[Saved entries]

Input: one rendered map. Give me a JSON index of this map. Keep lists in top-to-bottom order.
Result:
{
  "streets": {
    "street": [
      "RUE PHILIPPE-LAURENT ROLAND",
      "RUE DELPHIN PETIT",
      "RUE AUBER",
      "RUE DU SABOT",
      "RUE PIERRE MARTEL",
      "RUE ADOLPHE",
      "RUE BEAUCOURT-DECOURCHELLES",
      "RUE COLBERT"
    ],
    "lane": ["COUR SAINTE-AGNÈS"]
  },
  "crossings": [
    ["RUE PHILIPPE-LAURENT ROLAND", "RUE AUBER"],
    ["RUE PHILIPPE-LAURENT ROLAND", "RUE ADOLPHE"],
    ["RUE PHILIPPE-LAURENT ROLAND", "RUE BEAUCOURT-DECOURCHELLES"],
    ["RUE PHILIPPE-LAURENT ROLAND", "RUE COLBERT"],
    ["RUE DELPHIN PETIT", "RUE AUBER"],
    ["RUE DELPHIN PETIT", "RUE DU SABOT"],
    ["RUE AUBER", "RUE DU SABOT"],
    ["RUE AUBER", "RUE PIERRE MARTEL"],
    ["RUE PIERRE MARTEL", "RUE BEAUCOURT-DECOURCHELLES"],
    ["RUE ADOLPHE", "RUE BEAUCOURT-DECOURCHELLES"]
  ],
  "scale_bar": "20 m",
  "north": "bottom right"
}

**WHAT IS EXPECTED:** Among the lines above, return those that hold the word "ADOLPHE".

**RESPONSE FOR THIS EXERCISE:**
      "RUE ADOLPHE",
    ["RUE PHILIPPE-LAURENT ROLAND", "RUE ADOLPHE"],
    ["RUE ADOLPHE", "RUE BEAUCOURT-DECOURCHELLES"]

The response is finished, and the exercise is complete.